## WORK TO BE COMPLETED
Filtering the records below, copy only those lines that include the word "linecap".
===== RAW DATA =====
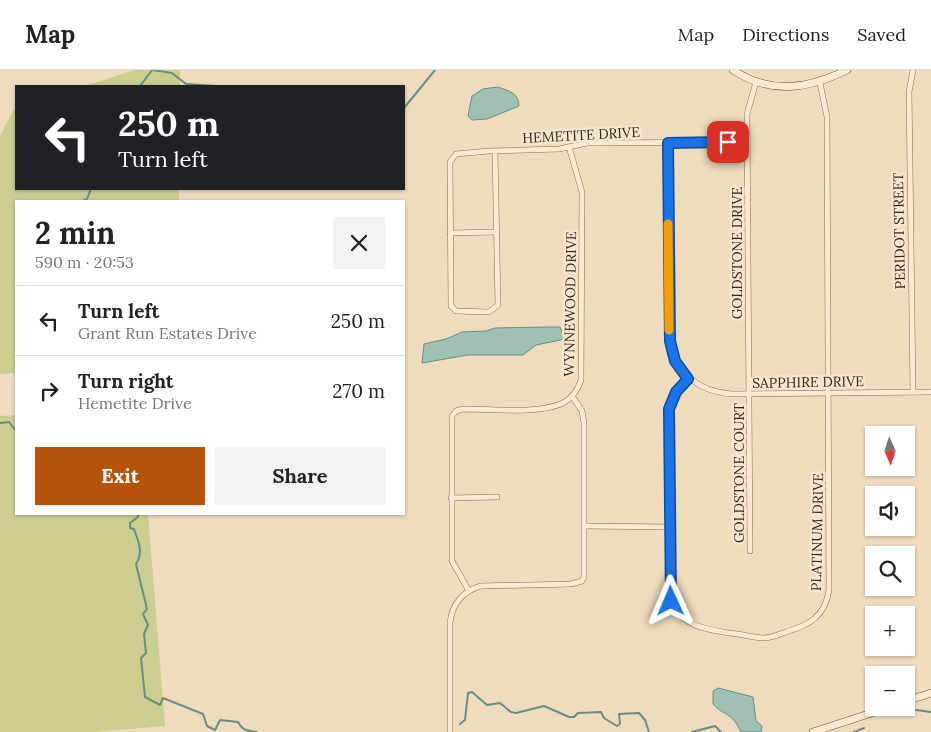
<!DOCTYPE html>
<html lang="en">
<head>
<meta charset="utf-8">
<style>
  :root { --surface:#fff; --page:#f2f2f2; --text:#222; --muted:#767676; --line:#e0e0e0; --accent:#b45309 }
  body { margin:0; font-family:Lora,serif; background:var(--page); color:var(--text); height:100vh; display:flex; flex-direction:column; font-size:19px; white-space:nowrap }
  * { box-sizing:border-box; margin:0 }
  p { font-size:16px; color:var(--muted) }
  .icon { flex:none; width:28px; height:28px; fill:none; stroke:currentColor; stroke-width:2; stroke-linecap:round; stroke-linejoin:round }
  .map { position:relative; flex:1; overflow:hidden }
  .side { position:absolute; left:15px; top:130px; width:390px; height:315px; display:flex; flex-direction:column; background:var(--surface); border-radius:0px; box-shadow:0 1px 4px #0004 }
  .side>* { flex:none }
  .hud { position:absolute; left:15px; top:15px; width:390px; height:105px; border-radius:0px; box-shadow:0 1px 4px #0004; background:#202124; color:#fff; overflow:hidden }
  .needle { width:32px; rotate:177deg }
  .fabs { position:absolute; left:865px; top:356px; display:grid; gap:10px }
  .fabs a { display:grid; place-items:center; width:50px; height:50px; border-radius:0px; background:var(--surface); box-shadow:0 1px 4px #0004; font-size:25px }
  .pin { position:absolute; display:grid; place-items:center; width:42px; height:42px; color:#fff; margin:-21px; border-radius:10px; box-shadow:0 2px 8px #0006 }
  .me { position:absolute; width:55px; margin:-28px; rotate:359deg; stroke-linejoin:round; filter:drop-shadow(0 0 4px #0008) }
  .turn { display:flex; align-items:center; gap:18px; height:105px; padding:0 20px; font-size:22px }
  .turn .icon { width:65px; height:65px; stroke-width:2.5 }
  .turn b { display:block; font-size:35px; line-height:42px }
  .round { display:grid; place-items:center; flex:none; width:52px; height:52px; border-radius:0px; background:var(--page) }
  .head { display:flex; align-items:center; justify-content:space-between; height:85px; padding:0 20px }
  h1 { font-size:30px; font-weight:800; line-height:38px }
  .primary-button { display:flex; gap:10px; margin-top:auto; padding:10px 20px }
  .primary-button a { flex:1; height:58px; border-radius:0px; background:var(--accent); color:#fff; font-size:20px; font-weight:800; line-height:58px; text-align:center }
  .primary-button a+a { background:var(--page); color:var(--text) }
  ul { padding:0; list-style:none }
  li { display:flex; align-items:center; gap:15px; height:70px; padding:0 20px; border-top:1px solid var(--line) }
  li div { flex:1 }
  li b { display:block; font-size:19px }
  li em { font-style:normal }
  header { display:flex; align-items:center; gap:30px; box-sizing:border-box; height:70px; padding:0 25px; background:var(--surface); border-bottom:1px solid var(--line) }
  header strong { font-size:24px }
  nav { display:flex; gap:28px; margin-inline-start:auto; font-size:18px }
  .map>svg:first-child { display:block }
  .green { fill:#cccd91 }
  .water { fill:#a1c0b4; stroke:#688e81 }
  .lines { fill:none; stroke-linecap:round; stroke-linejoin:round }
  .stream { stroke:#688e81; stroke-width:2 }
  .street-casing { stroke:#876b56; stroke-width:6 }
  .secondary-casing { stroke:#694c39; stroke-width:8 }
  .street { stroke:#fae9d0; stroke-width:5 }
  .secondary { stroke:#fae9d0; stroke-width:7 }
  .route-casing { stroke:#114b97; stroke-width:12 }
  .route { stroke:#1a73e8; stroke-width:9 }
  .slow { stroke:#f59e0b; stroke-width:9 }
  .labels { text-anchor:middle; stroke-width:5; stroke-linejoin:round; paint-order:stroke }
  .street-label { font-size:14px; fill:#36251b; stroke:#f6e6cd }
</style>
</head>
<body>
<header>
<strong>Map</strong>
<nav><a>Map</a><a>Directions</a><a>Saved</a></nav>
</header>
<div class="map">
<svg width="931" height="662" viewBox="0 0 931 662">
  <rect width="100%" height="100%" fill="#efdbbd"/>
  <g class="green">
    <polygon points="134,0 180,0 180,16 85,16"/>
    <polygon points="14,39 16,39 16,119 179,119 179,131 16,131 16,303 0,304 0,66"/>
    <polygon points="16,345 16,444 148,444 165,656 95,662 0,662 0,346"/>
  </g>
  <g class="water">
    <path d="M498,17C509,21 519,23 519,36L487,49L472,50L468,46L472,26L483,19Z"/>
    <polygon points="545,257 560,257 564,267 561,270 536,275 523,285 468,285 422,293 424,274 446,269 462,262 486,261 495,258"/>
    <path d="M718,618L753,627L756,651L762,656L761,662H741C731,641 725,647 713,634V621Z"/>
  </g>
  <g class="lines">
    <g class="stream">
      <polyline points="153,0 172,3 186,14 215,16"/>
      <polyline points="140,16 152,0"/>
      <polyline points="404,38 435,0"/>
      <polyline points="82,131 87,129 91,119"/>
      <polyline points="0,353 9,352 16,361"/>
      <path d="M138,444V447L130,453V458L134,459C138,471 144,482 136,494L147,539L143,544L148,555L144,564L146,583L141,588L145,627L160,635L163,628L203,644L207,656L215,660L220,650L238,652C243,661 248,661 257,662"/>
      <polyline points="916,640 931,642"/>
      <polyline points="460,654 465,650 468,623 472,622 487,635 500,633 511,642 516,643 544,636 569,647 574,647 578,643 601,642 604,648 617,656 620,654 619,644 639,643 645,650 649,662"/>
      <polyline points="692,662 715,656 721,662"/>
      <polyline points="854,662 864,658"/>
    </g>
    <g class="street-casing">
      <g id="street">
        <path d="M668,73L670,271C677,304 697,321 731,324L931,322"/>
        <polyline points="495,81 498,235 489,242 456,241 451,236 450,92 456,84 489,81 559,79 587,73 747,72"/>
        <polyline points="450,163 496,162"/>
        <path d="M688,309L676,322L669,339L672,535C685,557 706,559 729,563C740,564 752,567 763,568C771,568 778,565 786,562C809,555 825,547 829,520L827,47L820,13"/>
        <polyline points="913,322 909,22 913,0"/>
        <polyline points="451,428 497,427"/>
        <polyline points="585,456 670,457"/>
        <polyline points="750,481 747,44 756,12"/>
        <path d="M469,521L452,491V346L456,341L463,339C491,339 541,345 565,332C573,327 578,319 581,310L582,122L569,77"/>
        <path d="M450,662V553C452,534 463,521 481,516L571,514L582,511L584,507V353L582,341L572,326"/>
      </g>
    </g>
    <g class="secondary-casing">
      <g id="secondary">
        <path d="M733,0C771,25 808,19 847,0"/>
        <polyline points="906,631 931,623"/>
        <polyline points="813,662 887,638"/>
      </g>
    </g>
    <use href="#street" class="street"/>
    <use href="#secondary" class="secondary"/>
  </g>
  <g class="lines">
    <g class="route-casing">
      <polyline id="route" points="671,531 669,339 676,322 688,309 675,291 670,271 668,73 728,72"/>
    </g>
    <use href="#route" class="route"/>
    <polyline class="slow" points="668,154 669,260"/>
  </g>
  <g class="labels">
    <g class="street-label">
      <text transform="translate(581 65) rotate(-3)" y="5">HEMETITE DRIVE</text>
      <text transform="translate(899 161) rotate(-91)" y="5">PERIDOT STREET</text>
      <text transform="translate(737 183) rotate(-90)" y="5">GOLDSTONE DRIVE</text>
      <text transform="translate(570 234) rotate(-89)" y="5">WYNNEWOOD DRIVE</text>
      <text transform="translate(808 312) rotate(-1)" y="5">SAPPHIRE DRIVE</text>
      <text transform="translate(739 403) rotate(-90)" y="5">GOLDSTONE COURT</text>
      <text transform="translate(817 462) rotate(-89)" y="5">PLATINUM DRIVE</text>
    </g>
  </g>
</svg>
<div class="fabs">
<a><svg class="needle" viewBox="-14 -14 28 28"><path d="M0-13l5 13h-10z" fill="#e53935"/><path d="M0 13l5-13h-10z" fill="#767676"/></svg></a>
<a><svg class="icon" aria-label="sound" viewBox="0 0 24 24"><path d="M4 9h4l5-4v14l-5-4H4zM17 9q2 3 0 6"/></svg></a>
<a><svg class="icon" aria-label="search" viewBox="0 0 24 24"><circle cx="10" cy="10" r="6"/><path d="M15 15l6 6"/></svg></a>
<a>+</a>
<a>−</a>
</div>
<div class="pin" style="left:728px;top:72px;background:#d93025"><svg class="icon" aria-label="arrive" viewBox="0 0 24 24"><path d="M6 21V4h12l-3 4 3 4H6"/></svg></div>
<svg class="me" style="left:671px;top:531px" viewBox="-20 -20 40 40"><path d="M0-17L14 15 0 8-14 15z" fill="#1a73e8" stroke="#fff" stroke-width="4"/></svg>
<div class="hud">
<div class="turn"><svg class="icon" aria-label="left" viewBox="0 0 24 24"><path d="M17 20v-9H6M10 6l-5 5 5 5"/></svg><div><b>250 m</b>Turn left</div></div>
</div>
<section class="side">
<div class="head"><div><h1>2 min</h1><p>590 m · 20:53</p></div><a class="round"><svg class="icon" aria-label="close" viewBox="0 0 24 24"><path d="M6 6l12 12M18 6L6 18"/></svg></a></div>
<ul>
<li><svg class="icon" aria-label="left" viewBox="0 0 24 24"><path d="M17 20v-9H6M10 6l-5 5 5 5"/></svg><div><b>Turn left</b><p>Grant Run Estates Drive</p></div><em>250 m</em></li>
<li><svg class="icon" aria-label="right" viewBox="0 0 24 24"><path d="M7 20v-9h11M14 6l5 5-5 5"/></svg><div><b>Turn right</b><p>Hemetite Drive</p></div><em>270 m</em></li>
</ul>
<div class="primary-button"><a>Exit</a><a>Share</a></div>
</section>
</div>
</body>
</html>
=====
## EXERCISE RESULT
  .icon { flex:none; width:28px; height:28px; fill:none; stroke:currentColor; stroke-width:2; stroke-linecap:round; stroke-linejoin:round }
  .lines { fill:none; stroke-linecap:round; stroke-linejoin:round }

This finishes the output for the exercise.